Tiny technology may yield new discoveries, possible perils
MIAMI— Imagine a particle so small it would take a million of them to stretch across the period at the end of this sentence. Imagine such particles could help catch cancer cells floating in your bloodstream before they could metastasize to the liver, bones, brain or other organs.
Or replace the insulin-making cells of your pancreas to cure diabetes.
Or, conversely, attack the linings of your lungs with the lethality of asbestos.
It’s the promising, perilous field of nanotechnology – the creation and manipulation of materials down to the atomic level – a field the University of Miami is helping to mold. In medicine, science and technology, nanotechnology holds such promise it spurs debates over whether it’s more likely to perfect mankind or doom it.
The National Cancer Institute assigns it a daunting role: “To help eliminate death and suffering from cancer.”
In Miami, two newly arrived molecular pathologists are working on a test to detect cancer in the blood, and they say the test could be in use in three or four years.
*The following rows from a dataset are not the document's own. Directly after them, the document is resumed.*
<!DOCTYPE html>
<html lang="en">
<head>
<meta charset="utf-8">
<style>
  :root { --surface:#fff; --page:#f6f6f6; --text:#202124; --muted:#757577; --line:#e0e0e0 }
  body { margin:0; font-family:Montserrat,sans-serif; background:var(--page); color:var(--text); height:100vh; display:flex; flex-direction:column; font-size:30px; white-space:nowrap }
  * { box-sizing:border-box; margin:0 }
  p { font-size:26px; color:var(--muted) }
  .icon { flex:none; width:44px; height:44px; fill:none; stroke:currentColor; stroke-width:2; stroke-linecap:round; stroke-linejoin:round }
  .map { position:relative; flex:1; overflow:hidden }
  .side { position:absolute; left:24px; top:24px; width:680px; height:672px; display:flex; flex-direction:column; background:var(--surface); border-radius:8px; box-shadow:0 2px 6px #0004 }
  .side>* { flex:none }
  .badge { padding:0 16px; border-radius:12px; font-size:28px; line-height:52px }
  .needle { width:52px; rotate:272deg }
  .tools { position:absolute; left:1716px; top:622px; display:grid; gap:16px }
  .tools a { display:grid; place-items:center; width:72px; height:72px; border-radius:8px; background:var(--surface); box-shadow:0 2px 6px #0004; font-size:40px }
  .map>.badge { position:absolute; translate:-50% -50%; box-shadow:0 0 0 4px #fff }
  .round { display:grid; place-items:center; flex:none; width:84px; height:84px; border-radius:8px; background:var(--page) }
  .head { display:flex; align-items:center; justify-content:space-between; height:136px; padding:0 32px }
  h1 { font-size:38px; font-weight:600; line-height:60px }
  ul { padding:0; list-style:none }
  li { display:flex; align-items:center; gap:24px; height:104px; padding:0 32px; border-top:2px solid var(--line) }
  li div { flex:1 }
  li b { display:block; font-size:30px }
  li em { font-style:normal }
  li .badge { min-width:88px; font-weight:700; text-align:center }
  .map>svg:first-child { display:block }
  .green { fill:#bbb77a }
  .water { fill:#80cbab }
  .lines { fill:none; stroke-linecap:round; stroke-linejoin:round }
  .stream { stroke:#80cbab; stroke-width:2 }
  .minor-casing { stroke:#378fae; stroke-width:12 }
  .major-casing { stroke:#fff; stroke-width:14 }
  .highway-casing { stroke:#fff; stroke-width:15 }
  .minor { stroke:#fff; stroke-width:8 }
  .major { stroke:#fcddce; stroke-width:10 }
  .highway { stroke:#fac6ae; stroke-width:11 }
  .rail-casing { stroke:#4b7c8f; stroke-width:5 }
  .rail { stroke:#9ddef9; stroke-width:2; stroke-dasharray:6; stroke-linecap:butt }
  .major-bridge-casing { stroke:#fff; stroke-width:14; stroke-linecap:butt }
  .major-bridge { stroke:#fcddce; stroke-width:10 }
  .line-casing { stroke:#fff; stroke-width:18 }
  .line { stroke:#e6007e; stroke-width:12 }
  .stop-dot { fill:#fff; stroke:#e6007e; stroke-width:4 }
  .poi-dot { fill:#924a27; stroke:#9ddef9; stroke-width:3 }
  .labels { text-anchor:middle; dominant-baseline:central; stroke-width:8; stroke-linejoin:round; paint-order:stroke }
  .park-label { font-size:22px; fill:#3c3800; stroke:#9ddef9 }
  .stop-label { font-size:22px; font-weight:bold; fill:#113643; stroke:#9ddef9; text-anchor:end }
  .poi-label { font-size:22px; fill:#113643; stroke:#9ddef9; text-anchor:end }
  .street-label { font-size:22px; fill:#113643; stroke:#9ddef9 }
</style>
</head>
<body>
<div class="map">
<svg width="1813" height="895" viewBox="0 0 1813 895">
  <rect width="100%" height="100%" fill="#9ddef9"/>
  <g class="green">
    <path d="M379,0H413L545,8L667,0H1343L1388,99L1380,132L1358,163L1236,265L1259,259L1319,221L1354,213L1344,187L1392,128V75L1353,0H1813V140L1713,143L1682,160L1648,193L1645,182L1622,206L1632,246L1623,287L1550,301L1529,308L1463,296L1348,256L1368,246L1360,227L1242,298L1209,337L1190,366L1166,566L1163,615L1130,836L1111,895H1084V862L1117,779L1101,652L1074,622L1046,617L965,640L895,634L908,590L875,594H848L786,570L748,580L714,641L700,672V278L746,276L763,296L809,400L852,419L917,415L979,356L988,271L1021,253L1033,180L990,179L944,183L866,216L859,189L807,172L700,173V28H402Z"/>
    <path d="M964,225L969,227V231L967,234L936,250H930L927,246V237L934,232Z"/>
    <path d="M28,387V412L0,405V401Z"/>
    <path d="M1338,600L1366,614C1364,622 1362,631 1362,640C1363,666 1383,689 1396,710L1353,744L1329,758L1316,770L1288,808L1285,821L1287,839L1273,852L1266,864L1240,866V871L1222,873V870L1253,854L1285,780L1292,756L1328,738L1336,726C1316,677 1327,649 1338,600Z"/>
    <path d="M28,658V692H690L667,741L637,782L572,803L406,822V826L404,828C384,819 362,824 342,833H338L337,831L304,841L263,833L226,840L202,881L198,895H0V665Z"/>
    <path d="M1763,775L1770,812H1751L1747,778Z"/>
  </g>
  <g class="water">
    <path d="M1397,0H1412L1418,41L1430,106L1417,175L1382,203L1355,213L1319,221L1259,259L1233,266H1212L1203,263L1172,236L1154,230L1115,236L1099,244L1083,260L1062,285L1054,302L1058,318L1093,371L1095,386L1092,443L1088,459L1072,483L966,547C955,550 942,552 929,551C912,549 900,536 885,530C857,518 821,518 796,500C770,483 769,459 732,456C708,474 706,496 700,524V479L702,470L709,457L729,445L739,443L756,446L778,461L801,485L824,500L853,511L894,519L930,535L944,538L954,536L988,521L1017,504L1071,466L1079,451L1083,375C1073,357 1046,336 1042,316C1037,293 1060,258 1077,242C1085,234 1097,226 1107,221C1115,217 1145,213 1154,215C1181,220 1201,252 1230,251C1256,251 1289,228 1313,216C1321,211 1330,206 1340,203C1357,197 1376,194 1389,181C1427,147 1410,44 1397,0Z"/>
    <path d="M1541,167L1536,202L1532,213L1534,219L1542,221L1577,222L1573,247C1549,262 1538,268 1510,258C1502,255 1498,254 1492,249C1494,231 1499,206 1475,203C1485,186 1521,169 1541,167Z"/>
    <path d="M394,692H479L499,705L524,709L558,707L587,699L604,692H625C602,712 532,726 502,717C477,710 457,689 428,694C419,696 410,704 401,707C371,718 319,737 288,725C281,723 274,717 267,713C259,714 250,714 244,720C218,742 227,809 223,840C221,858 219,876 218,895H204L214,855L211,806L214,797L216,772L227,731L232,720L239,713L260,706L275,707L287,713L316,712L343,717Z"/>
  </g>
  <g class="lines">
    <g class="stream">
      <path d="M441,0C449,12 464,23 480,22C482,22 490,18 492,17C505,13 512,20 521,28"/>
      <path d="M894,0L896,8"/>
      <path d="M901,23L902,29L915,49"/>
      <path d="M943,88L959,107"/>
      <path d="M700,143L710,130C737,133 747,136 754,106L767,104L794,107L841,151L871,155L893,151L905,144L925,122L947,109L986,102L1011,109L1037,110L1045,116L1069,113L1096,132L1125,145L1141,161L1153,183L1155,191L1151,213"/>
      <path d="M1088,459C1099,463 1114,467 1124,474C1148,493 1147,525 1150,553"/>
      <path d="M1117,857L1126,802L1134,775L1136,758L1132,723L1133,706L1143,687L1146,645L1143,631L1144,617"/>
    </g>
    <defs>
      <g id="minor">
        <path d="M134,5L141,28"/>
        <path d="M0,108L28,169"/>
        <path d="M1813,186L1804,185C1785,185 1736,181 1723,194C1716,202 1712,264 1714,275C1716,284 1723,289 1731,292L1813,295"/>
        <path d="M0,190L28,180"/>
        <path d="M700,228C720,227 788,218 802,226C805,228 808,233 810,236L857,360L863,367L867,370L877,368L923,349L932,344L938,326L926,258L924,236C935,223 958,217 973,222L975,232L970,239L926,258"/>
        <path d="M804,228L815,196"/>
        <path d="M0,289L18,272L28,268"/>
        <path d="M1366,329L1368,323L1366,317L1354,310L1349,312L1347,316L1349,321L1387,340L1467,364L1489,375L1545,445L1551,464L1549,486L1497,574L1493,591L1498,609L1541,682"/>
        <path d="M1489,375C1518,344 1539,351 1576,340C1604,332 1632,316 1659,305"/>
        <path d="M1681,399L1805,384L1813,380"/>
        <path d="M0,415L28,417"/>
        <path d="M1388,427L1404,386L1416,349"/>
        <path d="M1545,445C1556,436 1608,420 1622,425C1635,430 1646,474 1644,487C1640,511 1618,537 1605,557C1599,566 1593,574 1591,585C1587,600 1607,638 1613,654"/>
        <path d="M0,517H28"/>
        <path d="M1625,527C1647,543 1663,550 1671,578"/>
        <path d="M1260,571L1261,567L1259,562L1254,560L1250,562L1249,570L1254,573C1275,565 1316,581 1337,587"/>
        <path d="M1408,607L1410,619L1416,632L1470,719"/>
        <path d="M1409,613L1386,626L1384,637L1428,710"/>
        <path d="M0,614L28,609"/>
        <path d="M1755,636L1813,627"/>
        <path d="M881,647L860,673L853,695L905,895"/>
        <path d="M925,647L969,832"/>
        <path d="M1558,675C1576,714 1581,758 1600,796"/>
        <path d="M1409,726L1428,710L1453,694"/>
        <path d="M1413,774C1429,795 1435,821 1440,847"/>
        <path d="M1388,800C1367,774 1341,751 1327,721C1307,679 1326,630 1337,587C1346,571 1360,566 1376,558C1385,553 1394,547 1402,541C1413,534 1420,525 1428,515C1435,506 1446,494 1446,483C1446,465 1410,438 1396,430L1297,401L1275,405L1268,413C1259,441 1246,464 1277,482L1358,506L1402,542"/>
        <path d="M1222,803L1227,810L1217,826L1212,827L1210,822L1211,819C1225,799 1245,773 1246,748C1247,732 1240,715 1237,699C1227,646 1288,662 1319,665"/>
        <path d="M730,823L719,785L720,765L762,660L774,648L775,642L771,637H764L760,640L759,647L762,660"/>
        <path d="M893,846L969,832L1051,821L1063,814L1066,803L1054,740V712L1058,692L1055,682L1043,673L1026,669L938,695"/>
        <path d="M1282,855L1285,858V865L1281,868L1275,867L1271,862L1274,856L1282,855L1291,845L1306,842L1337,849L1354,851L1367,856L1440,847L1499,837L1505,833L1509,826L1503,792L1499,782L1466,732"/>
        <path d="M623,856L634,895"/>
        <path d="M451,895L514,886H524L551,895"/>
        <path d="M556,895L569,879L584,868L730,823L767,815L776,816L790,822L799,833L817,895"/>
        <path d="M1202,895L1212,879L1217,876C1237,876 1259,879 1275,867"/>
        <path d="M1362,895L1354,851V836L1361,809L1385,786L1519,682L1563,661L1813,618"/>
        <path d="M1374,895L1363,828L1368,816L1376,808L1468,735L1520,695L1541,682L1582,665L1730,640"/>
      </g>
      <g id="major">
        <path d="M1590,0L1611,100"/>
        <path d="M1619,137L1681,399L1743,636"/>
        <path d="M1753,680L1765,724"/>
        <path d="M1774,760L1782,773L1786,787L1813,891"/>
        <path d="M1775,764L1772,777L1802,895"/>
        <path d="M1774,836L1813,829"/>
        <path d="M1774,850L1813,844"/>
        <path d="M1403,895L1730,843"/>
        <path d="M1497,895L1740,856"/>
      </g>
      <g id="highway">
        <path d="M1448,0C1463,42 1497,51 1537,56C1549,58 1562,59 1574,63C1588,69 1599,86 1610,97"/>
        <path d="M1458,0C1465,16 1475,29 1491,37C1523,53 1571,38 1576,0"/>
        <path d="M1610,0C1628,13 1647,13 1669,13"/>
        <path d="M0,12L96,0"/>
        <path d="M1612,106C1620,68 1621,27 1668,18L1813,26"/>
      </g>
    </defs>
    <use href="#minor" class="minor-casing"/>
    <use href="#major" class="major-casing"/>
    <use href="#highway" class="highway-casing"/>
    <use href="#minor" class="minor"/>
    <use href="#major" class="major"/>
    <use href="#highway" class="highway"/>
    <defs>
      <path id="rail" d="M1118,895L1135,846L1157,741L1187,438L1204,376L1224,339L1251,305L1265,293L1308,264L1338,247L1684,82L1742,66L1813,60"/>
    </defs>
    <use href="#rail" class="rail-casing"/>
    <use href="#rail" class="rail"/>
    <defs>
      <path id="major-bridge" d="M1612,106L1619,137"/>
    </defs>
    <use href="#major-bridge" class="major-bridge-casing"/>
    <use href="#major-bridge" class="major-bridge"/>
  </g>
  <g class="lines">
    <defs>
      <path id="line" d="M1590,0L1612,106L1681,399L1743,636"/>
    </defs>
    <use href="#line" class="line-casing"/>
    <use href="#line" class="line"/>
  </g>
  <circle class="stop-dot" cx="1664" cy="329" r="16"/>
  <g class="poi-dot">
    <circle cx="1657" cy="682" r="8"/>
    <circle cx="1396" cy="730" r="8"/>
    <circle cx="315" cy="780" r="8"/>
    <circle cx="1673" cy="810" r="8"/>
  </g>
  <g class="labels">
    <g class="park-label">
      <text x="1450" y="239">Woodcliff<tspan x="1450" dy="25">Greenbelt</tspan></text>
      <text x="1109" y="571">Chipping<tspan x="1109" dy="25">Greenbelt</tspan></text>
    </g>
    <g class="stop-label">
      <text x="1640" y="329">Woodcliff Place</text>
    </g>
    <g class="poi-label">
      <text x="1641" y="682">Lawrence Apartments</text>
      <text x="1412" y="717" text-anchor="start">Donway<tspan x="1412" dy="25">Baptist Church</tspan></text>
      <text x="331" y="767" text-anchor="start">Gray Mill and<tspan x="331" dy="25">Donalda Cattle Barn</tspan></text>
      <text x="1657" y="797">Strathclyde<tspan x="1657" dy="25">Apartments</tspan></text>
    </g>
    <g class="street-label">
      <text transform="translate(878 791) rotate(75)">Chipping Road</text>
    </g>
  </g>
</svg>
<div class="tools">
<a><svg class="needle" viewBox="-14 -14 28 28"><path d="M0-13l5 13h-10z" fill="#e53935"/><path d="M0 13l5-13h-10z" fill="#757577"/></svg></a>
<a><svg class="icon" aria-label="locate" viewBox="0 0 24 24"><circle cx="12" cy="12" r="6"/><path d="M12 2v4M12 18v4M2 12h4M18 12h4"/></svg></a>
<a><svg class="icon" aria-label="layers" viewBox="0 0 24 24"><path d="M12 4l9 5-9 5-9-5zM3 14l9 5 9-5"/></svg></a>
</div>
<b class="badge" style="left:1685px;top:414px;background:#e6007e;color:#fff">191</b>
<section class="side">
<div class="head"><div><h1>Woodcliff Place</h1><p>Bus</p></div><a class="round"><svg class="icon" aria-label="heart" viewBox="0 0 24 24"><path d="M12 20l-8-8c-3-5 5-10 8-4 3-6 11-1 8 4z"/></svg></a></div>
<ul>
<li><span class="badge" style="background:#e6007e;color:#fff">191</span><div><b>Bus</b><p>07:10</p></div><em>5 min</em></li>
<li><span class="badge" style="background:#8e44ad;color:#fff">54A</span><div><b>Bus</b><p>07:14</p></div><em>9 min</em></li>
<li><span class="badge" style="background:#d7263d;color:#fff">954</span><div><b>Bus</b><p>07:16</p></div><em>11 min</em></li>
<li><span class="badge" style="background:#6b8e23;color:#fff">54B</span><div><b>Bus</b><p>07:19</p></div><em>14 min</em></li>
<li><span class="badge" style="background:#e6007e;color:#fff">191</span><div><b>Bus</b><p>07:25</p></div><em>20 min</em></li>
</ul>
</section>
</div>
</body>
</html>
Doctors Richard Cote and Ram Datar, recently recruited from the University of Southern California, will run a Biomedical Nanoscience Institute being set up at the University of Miami Miller School of Medicine.
The two are using the science to build devices that will perform dozens of “instant biopsy” tests on a pin-prick of blood and capture tumor cells circulating in the bloodstream.
They don’t hide their excitement.
“The integration of nanotechnology and medicine has the potential to revolutionize our approach to human disease,” said Cote, who will direct the institute and become chair of UM’s department of pathology.
“It could be as important as antibiotics,” said Datar, who will co-direct the institute.
Nanotechnology is based on “nano,” the Greek word for dwarf – a stunning understatement because a nanometer is one-billionth of a meter.
Size matters because at that near-atomic level, materials take on different characteristics from the same materials in the scale we’re used to seeing. Carbon becomes nearly weightless and 10 times stronger than steel. Gold melts at room temperature. Crystals of metal oxide shine in vivid, even fluorescent colors.
In medicine, nanotech devices are in clinical trials that would carry medicine directly inside cancer cells, sparing the patient from chemotherapy’s nausea and hair loss.
In science, nanotechnology is creating smaller, faster computer chips, more efficient fuel cells for automobiles, contributing to the “Smart Grid” that President Barack Obama wants to move power across the country.
In the future, backers say it will build better spaceships for trips to Mars and beyond – with heat-resistant, self-healing hulls to protect astronauts from the radiation of space.
Its critics say it could create unexpected dangers. Some fear toxicity to human lungs as lethal as that from asbestos. Others fear mini-weapons of mass destruction in the hands of terrorists. Sci-fi novelists have predicted run-amok, self-replicating robots that see humans as prey.
Cote and Datar bring with them a nano-scale cancer blood test they started developing at USC they say will identify tumor cells floating in the blood from, say, prostate cancer before they can metastasize to the liver, brain or other organ.
It’s based on “nano-crystal quantum dots” – metallic particles only a few atoms in size that attach to cancer cells and glow in vivid colors to tag them for eradication by doctors.
Another nano-medicine breakthrough, by Cherie Stabler, a Ph.D. biomedical engineer at UM’s Diabetes Research Institute, shows promise in restoring the pancreatic “beta cells” that make insulin, and could be used to fight diabetes.
It’s based on nano-particles of seaweed laid down molecule by molecule to disguise the injected beta cells from the body’s immune system.
She says she has already had test subjects off their insulin shots for up to five years.
Cote for 18 years was a professor of pathology at USC and, in 2005, created its Biomedical Nanoscience Program. He brings $6 million in study grants with him and is seeking $20 million more from the National Cancer Institute over the next five years. He is recruiting more experts from USC and elsewhere, planning a department of 20 researchers within five years.
Datar worked with Cote for 11 years at USC, and spent several years in the Department of Atomic Energy for the government of India.